# [EXCERPTED RECORDS]
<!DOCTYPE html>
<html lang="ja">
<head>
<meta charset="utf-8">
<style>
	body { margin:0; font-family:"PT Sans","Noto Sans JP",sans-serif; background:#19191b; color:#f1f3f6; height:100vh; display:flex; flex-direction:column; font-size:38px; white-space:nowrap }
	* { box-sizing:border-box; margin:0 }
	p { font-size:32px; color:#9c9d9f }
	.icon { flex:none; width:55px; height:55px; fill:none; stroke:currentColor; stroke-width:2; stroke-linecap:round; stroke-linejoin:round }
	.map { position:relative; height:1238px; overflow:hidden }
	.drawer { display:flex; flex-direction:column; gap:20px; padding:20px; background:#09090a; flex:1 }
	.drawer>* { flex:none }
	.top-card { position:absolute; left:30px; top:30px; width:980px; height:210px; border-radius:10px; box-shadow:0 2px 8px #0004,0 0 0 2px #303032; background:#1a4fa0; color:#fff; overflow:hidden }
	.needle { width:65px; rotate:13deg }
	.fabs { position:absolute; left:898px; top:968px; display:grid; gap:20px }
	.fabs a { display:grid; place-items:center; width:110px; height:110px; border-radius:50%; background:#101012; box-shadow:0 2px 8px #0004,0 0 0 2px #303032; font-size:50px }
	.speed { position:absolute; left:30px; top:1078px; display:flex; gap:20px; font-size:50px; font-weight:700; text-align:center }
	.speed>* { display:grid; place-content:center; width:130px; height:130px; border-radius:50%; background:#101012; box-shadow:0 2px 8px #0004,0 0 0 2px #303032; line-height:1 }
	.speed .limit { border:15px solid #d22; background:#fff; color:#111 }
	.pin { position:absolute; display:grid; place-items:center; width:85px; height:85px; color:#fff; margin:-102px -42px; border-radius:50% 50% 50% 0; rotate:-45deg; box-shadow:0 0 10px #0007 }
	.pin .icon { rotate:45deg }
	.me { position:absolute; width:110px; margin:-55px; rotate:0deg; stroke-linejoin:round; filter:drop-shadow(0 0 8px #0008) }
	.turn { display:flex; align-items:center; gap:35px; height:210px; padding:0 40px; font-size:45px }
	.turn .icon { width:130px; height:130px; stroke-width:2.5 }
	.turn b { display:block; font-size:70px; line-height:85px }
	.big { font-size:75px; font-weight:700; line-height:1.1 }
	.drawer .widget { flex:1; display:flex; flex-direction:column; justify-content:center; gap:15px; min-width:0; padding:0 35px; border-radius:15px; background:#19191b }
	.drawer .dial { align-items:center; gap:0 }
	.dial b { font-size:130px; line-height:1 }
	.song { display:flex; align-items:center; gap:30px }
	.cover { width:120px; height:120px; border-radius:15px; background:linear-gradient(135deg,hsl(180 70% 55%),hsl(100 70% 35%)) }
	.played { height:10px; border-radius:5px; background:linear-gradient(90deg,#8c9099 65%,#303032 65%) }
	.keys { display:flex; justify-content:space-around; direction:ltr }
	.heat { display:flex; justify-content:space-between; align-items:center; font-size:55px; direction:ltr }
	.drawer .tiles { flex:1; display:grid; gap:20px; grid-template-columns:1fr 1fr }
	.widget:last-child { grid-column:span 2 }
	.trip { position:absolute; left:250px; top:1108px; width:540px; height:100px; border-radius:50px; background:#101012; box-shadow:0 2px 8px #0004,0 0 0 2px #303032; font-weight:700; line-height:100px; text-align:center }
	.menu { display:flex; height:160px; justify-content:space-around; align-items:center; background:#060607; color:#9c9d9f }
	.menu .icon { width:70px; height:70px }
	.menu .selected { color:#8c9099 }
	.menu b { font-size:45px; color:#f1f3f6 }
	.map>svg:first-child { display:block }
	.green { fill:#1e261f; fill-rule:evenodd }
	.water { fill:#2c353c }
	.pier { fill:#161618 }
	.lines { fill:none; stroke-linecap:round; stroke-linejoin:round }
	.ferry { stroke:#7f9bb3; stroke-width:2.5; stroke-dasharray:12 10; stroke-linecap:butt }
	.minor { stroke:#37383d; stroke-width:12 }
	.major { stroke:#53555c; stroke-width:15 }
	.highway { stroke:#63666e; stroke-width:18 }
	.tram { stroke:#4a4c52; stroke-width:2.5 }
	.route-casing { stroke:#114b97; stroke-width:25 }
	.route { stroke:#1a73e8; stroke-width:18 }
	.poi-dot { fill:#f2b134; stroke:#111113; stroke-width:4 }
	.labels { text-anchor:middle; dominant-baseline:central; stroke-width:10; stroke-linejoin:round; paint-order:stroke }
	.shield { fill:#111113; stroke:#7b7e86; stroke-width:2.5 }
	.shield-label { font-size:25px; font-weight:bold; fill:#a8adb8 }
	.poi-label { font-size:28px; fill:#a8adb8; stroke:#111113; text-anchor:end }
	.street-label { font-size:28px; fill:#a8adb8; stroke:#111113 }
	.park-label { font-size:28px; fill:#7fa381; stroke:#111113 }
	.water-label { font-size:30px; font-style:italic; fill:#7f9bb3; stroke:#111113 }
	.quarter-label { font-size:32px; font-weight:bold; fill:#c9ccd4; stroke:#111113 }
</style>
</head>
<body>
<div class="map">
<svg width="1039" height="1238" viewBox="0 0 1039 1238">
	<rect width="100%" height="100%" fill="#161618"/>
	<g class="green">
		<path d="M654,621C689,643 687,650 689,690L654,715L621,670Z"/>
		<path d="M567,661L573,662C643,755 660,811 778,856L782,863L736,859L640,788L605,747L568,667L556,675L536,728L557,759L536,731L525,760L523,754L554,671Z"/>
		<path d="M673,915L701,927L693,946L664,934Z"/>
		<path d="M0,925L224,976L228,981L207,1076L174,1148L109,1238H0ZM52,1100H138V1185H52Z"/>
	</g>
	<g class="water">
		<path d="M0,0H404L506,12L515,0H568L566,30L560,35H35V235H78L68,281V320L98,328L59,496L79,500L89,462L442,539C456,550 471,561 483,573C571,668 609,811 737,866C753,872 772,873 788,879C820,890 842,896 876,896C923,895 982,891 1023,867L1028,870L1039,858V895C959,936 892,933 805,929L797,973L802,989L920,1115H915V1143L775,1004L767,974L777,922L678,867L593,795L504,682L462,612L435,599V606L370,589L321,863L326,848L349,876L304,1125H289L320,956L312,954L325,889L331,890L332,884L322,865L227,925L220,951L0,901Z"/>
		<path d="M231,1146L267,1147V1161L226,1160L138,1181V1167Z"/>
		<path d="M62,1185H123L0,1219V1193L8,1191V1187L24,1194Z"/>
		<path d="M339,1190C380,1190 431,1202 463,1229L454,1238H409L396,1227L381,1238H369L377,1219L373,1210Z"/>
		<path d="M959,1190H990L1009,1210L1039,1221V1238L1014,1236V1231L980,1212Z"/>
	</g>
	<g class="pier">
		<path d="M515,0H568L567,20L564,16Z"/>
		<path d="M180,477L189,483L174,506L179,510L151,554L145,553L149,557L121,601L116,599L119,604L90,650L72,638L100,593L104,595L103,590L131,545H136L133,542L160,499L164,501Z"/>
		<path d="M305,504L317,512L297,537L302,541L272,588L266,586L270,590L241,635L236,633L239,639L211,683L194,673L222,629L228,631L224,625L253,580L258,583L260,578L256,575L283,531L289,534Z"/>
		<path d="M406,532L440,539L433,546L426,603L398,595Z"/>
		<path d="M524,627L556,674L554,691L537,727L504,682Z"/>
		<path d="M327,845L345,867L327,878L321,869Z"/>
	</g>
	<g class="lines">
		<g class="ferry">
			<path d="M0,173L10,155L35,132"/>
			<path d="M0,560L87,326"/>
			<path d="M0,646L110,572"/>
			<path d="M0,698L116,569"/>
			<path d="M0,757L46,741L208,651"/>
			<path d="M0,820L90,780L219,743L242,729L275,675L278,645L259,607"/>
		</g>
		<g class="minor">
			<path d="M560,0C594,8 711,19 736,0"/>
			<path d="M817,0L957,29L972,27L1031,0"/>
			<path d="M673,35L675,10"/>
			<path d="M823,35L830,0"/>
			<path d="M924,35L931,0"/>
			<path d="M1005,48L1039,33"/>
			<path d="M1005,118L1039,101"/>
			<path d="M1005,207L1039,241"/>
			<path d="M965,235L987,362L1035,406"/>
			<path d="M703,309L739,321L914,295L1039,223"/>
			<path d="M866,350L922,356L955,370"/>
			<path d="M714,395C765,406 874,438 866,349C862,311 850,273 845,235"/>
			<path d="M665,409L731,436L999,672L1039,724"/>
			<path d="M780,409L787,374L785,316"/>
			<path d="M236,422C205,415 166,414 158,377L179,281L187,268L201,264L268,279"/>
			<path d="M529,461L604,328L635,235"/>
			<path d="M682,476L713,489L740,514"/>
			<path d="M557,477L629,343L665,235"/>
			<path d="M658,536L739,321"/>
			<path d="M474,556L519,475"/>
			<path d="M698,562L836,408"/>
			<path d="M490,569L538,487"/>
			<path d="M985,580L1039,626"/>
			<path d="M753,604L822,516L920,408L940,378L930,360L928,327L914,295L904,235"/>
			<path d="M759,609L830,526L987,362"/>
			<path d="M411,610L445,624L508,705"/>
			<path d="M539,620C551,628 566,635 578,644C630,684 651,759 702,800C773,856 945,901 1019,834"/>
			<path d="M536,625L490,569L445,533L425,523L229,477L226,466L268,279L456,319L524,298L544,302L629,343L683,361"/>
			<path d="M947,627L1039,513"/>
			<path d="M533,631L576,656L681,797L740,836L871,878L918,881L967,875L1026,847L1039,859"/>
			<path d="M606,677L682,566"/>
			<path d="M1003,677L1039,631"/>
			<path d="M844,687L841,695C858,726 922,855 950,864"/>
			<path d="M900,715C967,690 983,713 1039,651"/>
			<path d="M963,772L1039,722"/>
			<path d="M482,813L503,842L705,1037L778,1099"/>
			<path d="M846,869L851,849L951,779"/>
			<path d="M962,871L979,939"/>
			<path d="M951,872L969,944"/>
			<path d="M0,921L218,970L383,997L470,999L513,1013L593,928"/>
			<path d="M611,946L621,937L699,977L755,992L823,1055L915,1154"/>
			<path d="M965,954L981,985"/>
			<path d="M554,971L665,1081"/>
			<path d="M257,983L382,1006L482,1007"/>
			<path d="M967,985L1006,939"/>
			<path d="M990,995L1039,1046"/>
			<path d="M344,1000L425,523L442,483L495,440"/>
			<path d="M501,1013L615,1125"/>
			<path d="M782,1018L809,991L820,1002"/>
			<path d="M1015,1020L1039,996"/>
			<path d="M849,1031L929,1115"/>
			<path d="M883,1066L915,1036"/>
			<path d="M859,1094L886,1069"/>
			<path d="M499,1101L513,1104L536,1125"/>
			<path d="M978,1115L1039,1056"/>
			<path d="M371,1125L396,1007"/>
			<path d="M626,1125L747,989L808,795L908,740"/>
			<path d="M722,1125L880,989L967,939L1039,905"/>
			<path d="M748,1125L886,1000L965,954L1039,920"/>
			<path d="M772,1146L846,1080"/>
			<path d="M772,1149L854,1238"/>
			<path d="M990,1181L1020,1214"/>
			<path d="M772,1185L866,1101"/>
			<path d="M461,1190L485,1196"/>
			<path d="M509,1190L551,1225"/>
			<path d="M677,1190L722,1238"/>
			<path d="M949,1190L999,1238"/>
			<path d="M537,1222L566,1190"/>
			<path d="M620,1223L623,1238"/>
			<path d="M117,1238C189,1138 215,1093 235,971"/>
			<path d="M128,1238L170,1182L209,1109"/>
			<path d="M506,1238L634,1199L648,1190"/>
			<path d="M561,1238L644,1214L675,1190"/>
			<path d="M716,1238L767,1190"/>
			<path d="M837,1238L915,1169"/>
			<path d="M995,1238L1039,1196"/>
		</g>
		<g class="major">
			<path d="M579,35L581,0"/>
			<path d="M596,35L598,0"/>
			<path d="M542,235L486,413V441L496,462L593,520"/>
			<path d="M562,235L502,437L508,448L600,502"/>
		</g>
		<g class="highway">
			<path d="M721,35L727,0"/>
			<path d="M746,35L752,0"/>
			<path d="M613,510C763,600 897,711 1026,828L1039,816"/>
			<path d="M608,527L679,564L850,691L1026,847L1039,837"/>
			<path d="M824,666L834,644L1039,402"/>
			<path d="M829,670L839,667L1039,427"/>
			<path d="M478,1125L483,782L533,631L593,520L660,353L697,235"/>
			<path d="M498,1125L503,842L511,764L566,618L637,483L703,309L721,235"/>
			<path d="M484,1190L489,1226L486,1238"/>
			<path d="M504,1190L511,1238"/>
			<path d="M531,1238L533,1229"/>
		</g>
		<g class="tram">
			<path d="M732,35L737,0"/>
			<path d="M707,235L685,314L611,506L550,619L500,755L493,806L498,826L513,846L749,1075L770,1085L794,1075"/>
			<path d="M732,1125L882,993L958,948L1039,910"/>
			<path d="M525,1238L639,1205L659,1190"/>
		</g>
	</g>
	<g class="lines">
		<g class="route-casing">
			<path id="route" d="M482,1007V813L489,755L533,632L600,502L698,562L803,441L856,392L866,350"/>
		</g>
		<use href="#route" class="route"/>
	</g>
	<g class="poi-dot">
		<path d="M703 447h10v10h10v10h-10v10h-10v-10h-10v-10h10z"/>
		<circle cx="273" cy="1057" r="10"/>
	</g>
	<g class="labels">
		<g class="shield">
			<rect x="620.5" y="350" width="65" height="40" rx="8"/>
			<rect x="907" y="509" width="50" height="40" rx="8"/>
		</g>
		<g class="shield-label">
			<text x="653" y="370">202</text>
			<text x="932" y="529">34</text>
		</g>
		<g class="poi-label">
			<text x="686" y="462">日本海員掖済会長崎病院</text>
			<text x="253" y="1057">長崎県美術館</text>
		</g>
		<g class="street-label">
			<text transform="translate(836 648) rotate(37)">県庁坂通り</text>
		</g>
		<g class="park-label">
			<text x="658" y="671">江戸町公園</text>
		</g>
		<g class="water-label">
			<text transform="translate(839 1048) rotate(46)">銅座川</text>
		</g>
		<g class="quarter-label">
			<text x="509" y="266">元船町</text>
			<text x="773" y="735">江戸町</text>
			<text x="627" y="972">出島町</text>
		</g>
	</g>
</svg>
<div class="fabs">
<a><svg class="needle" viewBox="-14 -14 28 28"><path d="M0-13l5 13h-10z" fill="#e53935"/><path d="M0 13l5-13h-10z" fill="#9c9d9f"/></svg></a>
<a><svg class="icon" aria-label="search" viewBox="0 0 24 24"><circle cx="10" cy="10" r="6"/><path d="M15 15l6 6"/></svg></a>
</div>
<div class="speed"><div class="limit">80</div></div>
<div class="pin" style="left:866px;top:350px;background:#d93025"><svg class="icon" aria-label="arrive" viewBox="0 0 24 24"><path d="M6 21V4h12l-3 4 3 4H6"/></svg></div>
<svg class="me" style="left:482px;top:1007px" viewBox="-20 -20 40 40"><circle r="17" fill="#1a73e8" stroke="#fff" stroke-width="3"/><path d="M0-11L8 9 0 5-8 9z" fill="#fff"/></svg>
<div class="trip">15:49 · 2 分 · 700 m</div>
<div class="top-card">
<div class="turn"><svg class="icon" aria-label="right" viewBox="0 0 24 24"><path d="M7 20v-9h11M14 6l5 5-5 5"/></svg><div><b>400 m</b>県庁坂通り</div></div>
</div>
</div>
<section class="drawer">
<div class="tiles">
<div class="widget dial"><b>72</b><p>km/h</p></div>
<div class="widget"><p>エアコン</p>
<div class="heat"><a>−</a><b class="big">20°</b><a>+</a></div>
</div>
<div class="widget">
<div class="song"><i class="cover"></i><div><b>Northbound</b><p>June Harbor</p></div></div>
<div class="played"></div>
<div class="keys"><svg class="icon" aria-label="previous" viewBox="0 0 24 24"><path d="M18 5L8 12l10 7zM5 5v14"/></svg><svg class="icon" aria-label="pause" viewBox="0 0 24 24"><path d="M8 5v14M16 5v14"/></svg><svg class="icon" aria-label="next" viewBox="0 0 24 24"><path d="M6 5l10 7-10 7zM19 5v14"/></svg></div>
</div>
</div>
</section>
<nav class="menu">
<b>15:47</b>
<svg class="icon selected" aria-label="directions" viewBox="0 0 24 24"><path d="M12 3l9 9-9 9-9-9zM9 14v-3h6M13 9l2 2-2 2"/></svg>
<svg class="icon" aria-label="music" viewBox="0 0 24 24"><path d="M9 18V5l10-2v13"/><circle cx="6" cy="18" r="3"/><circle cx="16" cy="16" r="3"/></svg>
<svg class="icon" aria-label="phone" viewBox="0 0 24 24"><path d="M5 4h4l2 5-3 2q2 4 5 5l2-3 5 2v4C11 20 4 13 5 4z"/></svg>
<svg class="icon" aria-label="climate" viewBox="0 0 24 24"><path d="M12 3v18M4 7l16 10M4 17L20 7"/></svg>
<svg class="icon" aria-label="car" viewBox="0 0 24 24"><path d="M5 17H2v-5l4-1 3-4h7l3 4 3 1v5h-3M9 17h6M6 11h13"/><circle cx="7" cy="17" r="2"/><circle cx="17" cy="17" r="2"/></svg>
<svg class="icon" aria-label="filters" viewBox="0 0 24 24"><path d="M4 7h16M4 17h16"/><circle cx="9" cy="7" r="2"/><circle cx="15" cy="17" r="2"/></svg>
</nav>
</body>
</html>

# [PROBLEM REQUIREMENTS]
Counting only lines that hold the word "heat", say how many there are in the listing above and add nothing.

# [SOLUTION TO THE PROBLEM]
2